As the leading end of the slat approaches its topmost position, as shown by slat 31 in FIG. 1, it is presented to, and seized between, the working flights 46 and 47 of two endless belts 48 and 49 (FIG. 3). These belts run on conventionally powered rollers 50 and 51 which are carried on the headstock 10 and are tensioned by jockey pulleys 52. The belt 48 preferably runs in pulley grooves 53, so that the through going slats 54 are not overstressed by excessive lateral flattening during transit.

It will be appreciated that as the slats travel from their position of entry between the belts 48 and 49, to the position in which they enter the infeed zone of the assembly machine, their orientation is reversed. In the assembly machine it is normal for the slats to be the correct way up, that is to say with their concave surface facing downwardly. This means that the slats should be stacked with their concave surface facing upwardly in the cradle. This has a further advantage. Because the slats are all concave-convex, and are nested in one another in the stack on the cradle, there is a tendency for them to stick together by the vacuum effect. Because the suction cups pick up the topmost slat on the concave side there is a tendency for this concavity to be flattened. This has the effect of releasing the vacuum between the slat and its adjacent slat therebelow, thus facilitating the feeding of the slats from the stack.

It will be appreciated that when the slat is raised to its upper position 31 as illustrated in FIG. 2, the pusher 65 will push the valve stem 62 downwardly thus breaking the vacuum in the suction cup and releasing the slat.

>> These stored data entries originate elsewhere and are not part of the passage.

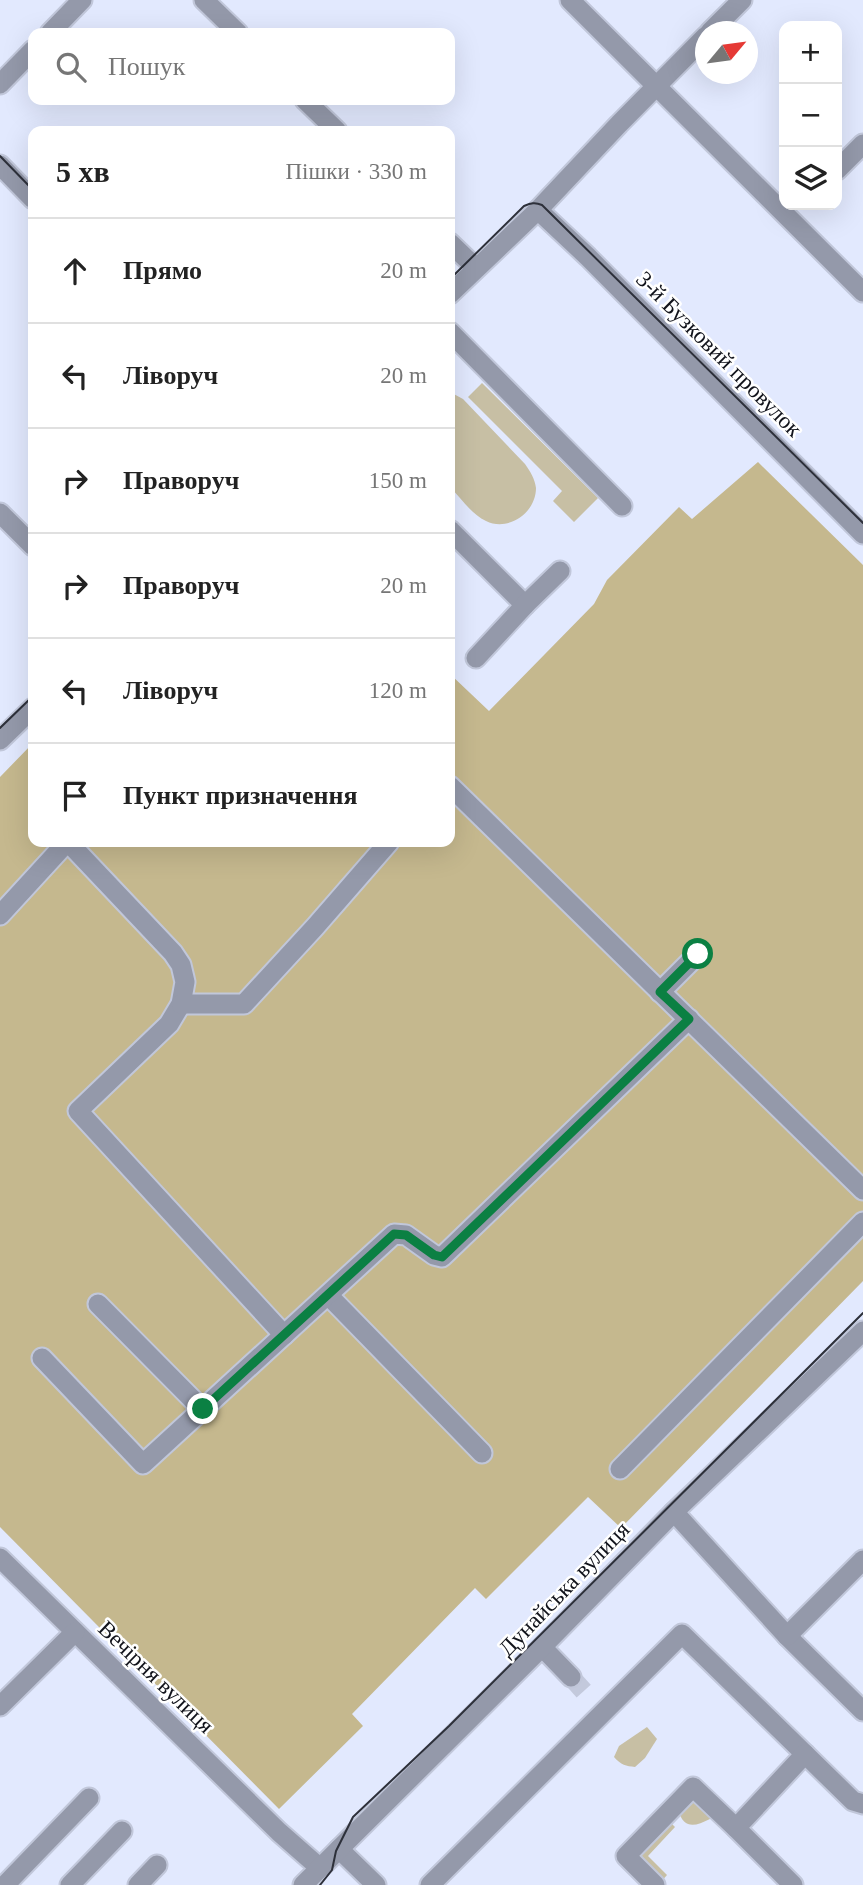 <!DOCTYPE html>
<html lang="uk">
<meta charset="utf-8">
<style>
:root{--surface:#fff;--page:#f2f2f2;--text:#222;--muted:#767676;--line:#e0e0e0}
body{margin:0;font-family:"Times New Roman",serif;background:var(--page);color:var(--text)}
.controls{position:absolute;right:21px;top:21px;display:grid;overflow:hidden;border-radius:14px;box-shadow:0 7px 28px #0002}
.controls button{width:63px;height:63px;display:grid;place-items:center;padding:0;border:0;border-bottom:2px solid var(--line);background:var(--surface);color:var(--text);font:35px sans-serif}
.compass{position:absolute;left:695px;top:21px;width:63px;height:63px;border-radius:50%;background:var(--surface);box-shadow:0 7px 28px #0002;rotate:61deg}
.stop{position:absolute;width:21px;height:21px;margin:-16px;border:5px solid #0b8043;border-radius:50%;background:#fff}
.stop.end{background:#0b8043;border-color:#fff;box-shadow:0 2px 7px #0008}
.list{margin:0;padding:0;list-style:none}
h2{display:flex;justify-content:space-between;align-items:center;height:91px;margin:0;padding:0 28px;font-size:30px}
h2 small{font-size:23px;font-weight:400;color:var(--muted)}
.list li{display:grid;grid-template-columns:46px 1fr auto;gap:21px;align-items:center;box-sizing:border-box;height:105px;padding:0 28px;border-top:2px solid var(--line)}
.list b{display:block;font-size:26px;white-space:nowrap}
.list em{font-size:23px;font-style:normal;color:var(--muted)}
.icon{flex:none;width:38px;height:38px;fill:none;stroke:currentColor;stroke-width:2;stroke-linecap:round;stroke-linejoin:round}
.map{position:relative;flex:none;width:863px;height:1885px;overflow:hidden}
.search{position:absolute;background:var(--surface);box-shadow:0 7px 28px #0002;left:28px;top:28px;width:427px;height:77px;display:flex;align-items:center;gap:18px;box-sizing:border-box;padding:0 24px;border-radius:14px;color:var(--muted);font-size:26px}
.panel{position:absolute;background:var(--surface);box-shadow:0 7px 28px #0002;left:28px;top:126px;width:427px;height:721px;border-radius:14px}
.map>svg:first-child{display:block}
.green{fill:#c7bfa4}
.forest{fill:#c5b88e}
.lines{fill:none;stroke-linecap:round;stroke-linejoin:round}
.minor-tunnel{stroke:#c3c9dc;stroke-width:19;stroke-dasharray:19 10;stroke-linecap:butt}
.minor-casing{stroke:#c1c7da;stroke-width:23}
.minor{stroke:#9499aa;stroke-width:19}
.tram{stroke:#2d303a;stroke-width:2}
.route{stroke:#0b8043;stroke-width:9}
.labels{text-anchor:middle;dominant-baseline:central;stroke-width:5;stroke-linejoin:round;paint-order:stroke}
.street-label{font-size:23px;fill:#11131b;stroke:#fff}
</style>
<div class="map">
<svg width="863" height="1885" viewBox="0 0 863 1885">
<rect width="100%" height="100%" fill="#e2e9fe"/>
<g class="green">
<path d="M482,383l116,115 -24,24 -21,-21 9,-10 -94,-94z"/>
<path d="M450,392l13,7 62,65c5,7 10,15 11,24 0,25 -28,44 -50,33 -15,-7 -25,-23 -36,-34z"/>
<path d="M647,1727l10,12 -12,19 -10,9c-9,-1 -14,-2 -21,-10l5,-11z"/>
<path d="M690,1800l10,1 13,11 -3,7c-16,8 -26,10 -32,-9z"/>
<path d="M667,1819l8,8 -27,29 19,19 -8,9 -20,-25 1,-12z"/>
</g>
<path class="forest" d="M758,462l105,103v716l-242,247 -33,-31 -102,102 -11,-11 -123,126 11,12 -84,83 -279,-282v-750l33,-34v99h417v-168l39,37 105,-107 13,-24 72,-73 13,12z"/>
<g class="lines">
<path class="minor-tunnel" d="M571,1677l18,20"/>
<g class="minor-casing">
<g id="minor">
<path d="M204,0l34,33"/>
<path d="M570,0l293,292"/>
<path d="M710,32l32,-32"/>
<path d="M50,33l32,-33"/>
<path d="M0,84l33,-34"/>
<path d="M305,100l32,31"/>
<path d="M0,165l33,34"/>
<path d="M837,170l26,-26"/>
<path d="M538,210l50,47 275,277"/>
<path d="M450,243l26,25"/>
<path d="M450,294l88,-84 81,-86 87,-88"/>
<path d="M450,332l172,174"/>
<path d="M0,513l33,33"/>
<path d="M450,530l75,75"/>
<path d="M476,658l49,-53 35,-34"/>
<path d="M0,740l33,-32"/>
<path d="M450,786l413,404"/>
<path d="M68,842l105,111 8,12 4,17 -4,22 -12,20 -91,87 206,224"/>
<path d="M0,915l67,-73"/>
<path d="M660,992l38,-38"/>
<path d="M181,1004h63l71,-77 74,-85"/>
<path d="M328,1295l154,158"/>
<path d="M98,1304l105,106"/>
<path d="M42,1358l101,106 251,-230 12,1 28,20 8,2 247,-238"/>
<path d="M620,1469l243,-247"/>
<path d="M674,1512l113,124 76,75"/>
<path d="M0,1558l279,274 41,36"/>
<path d="M787,1636l76,-76"/>
<path d="M542,1647l29,30"/>
<path d="M0,1706l75,-74"/>
<path d="M339,1849l37,36"/>
<path d="M5,1885l84,-87"/>
<path d="M70,1885l52,-54"/>
<path d="M138,1885l19,-20"/>
<path d="M303,1885l239,-238 132,-135 189,-181"/>
<path d="M430,1885l252,-251 123,120"/>
<path d="M655,1885l-29,-29 67,-69 43,41"/>
<path d="M793,1885l-57,-57 69,-74 48,47 10,3"/>
</g>
</g>
<use href="#minor" class="minor"/>
<g class="tram">
<path d="M0,156l33,34"/>
<path d="M450,279l74,-73c7,-3 11,-4 18,-1l321,318"/>
<path d="M0,728l33,-32"/>
<path d="M320,1885l12,-15 4,-19 17,-34 96,-91 414,-413"/>
</g>
</g>
<g class="lines">
<path class="route" d="M203,1409l191,-175 12,1 28,20 8,2 247,-238 -29,-27 38,-38"/>
</g>
<g class="labels">
<g class="street-label">
<text transform="translate(719 354) rotate(45)">3-й Бузковий провулок</text>
<text transform="translate(564 1589) rotate(-46)">Дунайська вулиця</text>
<text transform="translate(156 1677) rotate(44)">Вечірня вулиця</text>
</g>
</g>
</svg>
<div class="controls">
<button>+</button>
<button>−</button>
<button><svg class="icon" aria-label="layers" viewBox="0 0 24 24"><path d="M12 4l9 5-9 5-9-5zM3 14l9 5 9-5"/></svg></button>
</div>
<svg class="compass" viewBox="-18 -18 36 36"><path d="M0-13l5 13h-10z" fill="#e53935"/><path d="M0 13l5-13h-10z" fill="#767676"/></svg>
<div class="stop" style="left:698px;top:954px"></div>
<div class="stop end" style="left:203px;top:1409px"></div>
<div class="search"><svg class="icon" aria-label="search" viewBox="0 0 24 24"><circle cx="10" cy="10" r="6"/><path d="M15 15l6 6"/></svg>Пошук</div>
<section class="panel">
<h2>5 хв<small>Пішки · 330 m</small></h2>
<ul class="list">
<li><svg class="icon" aria-label="ahead" viewBox="0 0 24 24"><path d="M12 20V5M6 11l6-6 6 6"/></svg><div><b>Прямо</b></div><em>20 m</em></li>
<li><svg class="icon" aria-label="left" viewBox="0 0 24 24"><path d="M17 20v-9H6M10 6l-5 5 5 5"/></svg><div><b>Ліворуч</b></div><em>20 m</em></li>
<li><svg class="icon" aria-label="right" viewBox="0 0 24 24"><path d="M7 20v-9h11M14 6l5 5-5 5"/></svg><div><b>Праворуч</b></div><em>150 m</em></li>
<li><svg class="icon" aria-label="right" viewBox="0 0 24 24"><path d="M7 20v-9h11M14 6l5 5-5 5"/></svg><div><b>Праворуч</b></div><em>20 m</em></li>
<li><svg class="icon" aria-label="left" viewBox="0 0 24 24"><path d="M17 20v-9H6M10 6l-5 5 5 5"/></svg><div><b>Ліворуч</b></div><em>120 m</em></li>
<li><svg class="icon" aria-label="arrive" viewBox="0 0 24 24"><path d="M6 21V4h12l-3 4 3 4H6"/></svg><div><b>Пункт призначення</b></div></li>
</ul>
</section>
</div>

Upon leaving the array of rollers 50, 51, the leading ends of the slats are presented directly to the assembly station 11 for it to deal with them in the usual way.

Claims

1. A venetian blind assembly apparatus for assembling a supply of fully formed blind slats to at least two ladder cords by individually introducing said slats between adjacent cross rungs of said ladder cords where said apparatus has a slat feeding device for individually feeding slats to an infeed end of a slat ladder cord assembly unit and a machine base supporting said feeding device and assembly unit; said feeding device comprising:

(a) a headstock upstanding from one end of said base;

(b) a slat magazine cradle disposed longitudinally of and mounted on said base below said assembly unit and capable of holding a stack of fully formed slats having leading ends disposed adjacent said headstock;

(c) means mounted adjacent said headstock for individually picking up slats near their leading ends from said stack and presenting the leading ends sequentially to said headstock; and,

(d) means within said headstock for redirecting and propelling slats presented thereto to the infeed end whereby said slats are inverted as they travel from said cradle to said infeed end.

2. Apparatus according to claim 1 wherein the means for picking up slats comprises:

(a) a stop block adjacent an end of the cradle nearer to said headstock and against which the leading end edges of the slats abut;

(b) a slat elevator block swing mounted with respect to said stop block by parallel link means;

(c) a suction cup on said slat elevator block; and

(d) drive means to translate said slat elevator bloc arcuately thereby to lift the leading end of a slat from said cradle and present the leading end to said headstock.

3. Apparatus according to claim 2, wherein means are provided to break the vacuum in said suction cup.

4. Apparatus according to claim 2 or 3, wherein said stop block has a cam face which confronts the leading end edges of slats in said cradle and which is stepped to relieve contact between the leading end edges as they travel from said cradle to said headstock.

5. Apparatus according to claim 2, 3 or 4, wherein said cradle is swing mounted on said base.

6. Apparatus according to any preceding claim, wherein said means within said headstock comprise a pair of endless belts having working flights able to receive a slat therebetween and redirect it into said assembly station.